> _RECORDS FOR THIS TASK_:
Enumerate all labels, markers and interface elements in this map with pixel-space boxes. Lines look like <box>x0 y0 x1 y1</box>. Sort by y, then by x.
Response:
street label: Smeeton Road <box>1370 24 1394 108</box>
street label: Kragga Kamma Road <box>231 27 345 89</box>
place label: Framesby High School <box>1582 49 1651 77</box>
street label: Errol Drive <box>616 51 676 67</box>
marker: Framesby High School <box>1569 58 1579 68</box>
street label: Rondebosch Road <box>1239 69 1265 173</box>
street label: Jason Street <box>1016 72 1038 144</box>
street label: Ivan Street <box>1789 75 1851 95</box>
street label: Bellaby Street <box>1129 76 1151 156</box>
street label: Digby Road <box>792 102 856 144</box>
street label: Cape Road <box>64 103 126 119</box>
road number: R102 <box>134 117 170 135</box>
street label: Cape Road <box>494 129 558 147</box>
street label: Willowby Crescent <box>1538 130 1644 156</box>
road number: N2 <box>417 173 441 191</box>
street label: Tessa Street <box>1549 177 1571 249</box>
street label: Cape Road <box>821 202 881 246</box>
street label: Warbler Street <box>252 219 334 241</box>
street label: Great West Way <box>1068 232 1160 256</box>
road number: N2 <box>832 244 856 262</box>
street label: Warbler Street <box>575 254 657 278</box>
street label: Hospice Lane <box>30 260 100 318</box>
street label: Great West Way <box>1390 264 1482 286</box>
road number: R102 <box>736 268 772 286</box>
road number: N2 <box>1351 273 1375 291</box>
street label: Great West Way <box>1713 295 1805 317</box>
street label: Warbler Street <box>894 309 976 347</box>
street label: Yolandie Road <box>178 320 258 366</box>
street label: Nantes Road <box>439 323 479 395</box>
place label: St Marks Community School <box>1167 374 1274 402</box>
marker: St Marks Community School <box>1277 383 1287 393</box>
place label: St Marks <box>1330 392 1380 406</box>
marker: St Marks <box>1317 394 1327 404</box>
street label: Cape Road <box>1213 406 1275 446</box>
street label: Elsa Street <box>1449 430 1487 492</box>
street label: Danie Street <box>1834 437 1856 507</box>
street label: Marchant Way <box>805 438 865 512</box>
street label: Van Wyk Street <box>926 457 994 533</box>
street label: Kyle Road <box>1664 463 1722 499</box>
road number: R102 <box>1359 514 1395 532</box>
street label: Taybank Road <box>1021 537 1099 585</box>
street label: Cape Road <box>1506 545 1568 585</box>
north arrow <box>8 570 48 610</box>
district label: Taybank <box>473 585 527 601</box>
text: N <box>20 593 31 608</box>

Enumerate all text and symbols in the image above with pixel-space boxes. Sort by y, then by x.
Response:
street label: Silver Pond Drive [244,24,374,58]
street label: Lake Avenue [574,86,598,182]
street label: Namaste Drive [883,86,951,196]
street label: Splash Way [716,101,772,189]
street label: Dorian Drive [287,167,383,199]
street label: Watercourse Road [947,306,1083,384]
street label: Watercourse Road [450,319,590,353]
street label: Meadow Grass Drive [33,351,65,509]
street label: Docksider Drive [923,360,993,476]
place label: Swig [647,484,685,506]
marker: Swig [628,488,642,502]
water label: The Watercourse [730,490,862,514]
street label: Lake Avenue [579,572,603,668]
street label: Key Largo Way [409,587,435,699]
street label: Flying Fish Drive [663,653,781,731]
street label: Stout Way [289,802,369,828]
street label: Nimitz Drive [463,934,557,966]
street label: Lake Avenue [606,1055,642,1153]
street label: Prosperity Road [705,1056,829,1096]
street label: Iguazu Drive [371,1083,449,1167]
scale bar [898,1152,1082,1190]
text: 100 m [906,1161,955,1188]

> _HOW TO COMPLETE THIS TASK_: Please copy the material above without changing a single word.

> _FINISHED TASK_:
Enumerate all labels, markers and interface elements in this map with pixel-space boxes. Lines look like <box>x0 y0 x1 y1</box>. Sort by y, then by x.
Response:
street label: Smeeton Road <box>1370 24 1394 108</box>
street label: Kragga Kamma Road <box>231 27 345 89</box>
place label: Framesby High School <box>1582 49 1651 77</box>
street label: Errol Drive <box>616 51 676 67</box>
marker: Framesby High School <box>1569 58 1579 68</box>
street label: Rondebosch Road <box>1239 69 1265 173</box>
street label: Jason Street <box>1016 72 1038 144</box>
street label: Ivan Street <box>1789 75 1851 95</box>
street label: Bellaby Street <box>1129 76 1151 156</box>
street label: Digby Road <box>792 102 856 144</box>
street label: Cape Road <box>64 103 126 119</box>
road number: R102 <box>134 117 170 135</box>
street label: Cape Road <box>494 129 558 147</box>
street label: Willowby Crescent <box>1538 130 1644 156</box>
road number: N2 <box>417 173 441 191</box>
street label: Tessa Street <box>1549 177 1571 249</box>
street label: Cape Road <box>821 202 881 246</box>
street label: Warbler Street <box>252 219 334 241</box>
street label: Great West Way <box>1068 232 1160 256</box>
road number: N2 <box>832 244 856 262</box>
street label: Warbler Street <box>575 254 657 278</box>
street label: Hospice Lane <box>30 260 100 318</box>
street label: Great West Way <box>1390 264 1482 286</box>
road number: R102 <box>736 268 772 286</box>
road number: N2 <box>1351 273 1375 291</box>
street label: Great West Way <box>1713 295 1805 317</box>
street label: Warbler Street <box>894 309 976 347</box>
street label: Yolandie Road <box>178 320 258 366</box>
street label: Nantes Road <box>439 323 479 395</box>
place label: St Marks Community School <box>1167 374 1274 402</box>
marker: St Marks Community School <box>1277 383 1287 393</box>
place label: St Marks <box>1330 392 1380 406</box>
marker: St Marks <box>1317 394 1327 404</box>
street label: Cape Road <box>1213 406 1275 446</box>
street label: Elsa Street <box>1449 430 1487 492</box>
street label: Danie Street <box>1834 437 1856 507</box>
street label: Marchant Way <box>805 438 865 512</box>
street label: Van Wyk Street <box>926 457 994 533</box>
street label: Kyle Road <box>1664 463 1722 499</box>
road number: R102 <box>1359 514 1395 532</box>
street label: Taybank Road <box>1021 537 1099 585</box>
street label: Cape Road <box>1506 545 1568 585</box>
north arrow <box>8 570 48 610</box>
district label: Taybank <box>473 585 527 601</box>
text: N <box>20 593 31 608</box>

Enumerate all text and symbols in the image above with pixel-space boxes. Sort by y, then by x.
Response:
street label: Silver Pond Drive [244,24,374,58]
street label: Lake Avenue [574,86,598,182]
street label: Namaste Drive [883,86,951,196]
street label: Splash Way [716,101,772,189]
street label: Dorian Drive [287,167,383,199]
street label: Watercourse Road [947,306,1083,384]
street label: Watercourse Road [450,319,590,353]
street label: Meadow Grass Drive [33,351,65,509]
street label: Docksider Drive [923,360,993,476]
place label: Swig [647,484,685,506]
marker: Swig [628,488,642,502]
water label: The Watercourse [730,490,862,514]
street label: Lake Avenue [579,572,603,668]
street label: Key Largo Way [409,587,435,699]
street label: Flying Fish Drive [663,653,781,731]
street label: Stout Way [289,802,369,828]
street label: Nimitz Drive [463,934,557,966]
street label: Lake Avenue [606,1055,642,1153]
street label: Prosperity Road [705,1056,829,1096]
street label: Iguazu Drive [371,1083,449,1167]
scale bar [898,1152,1082,1190]
text: 100 m [906,1161,955,1188]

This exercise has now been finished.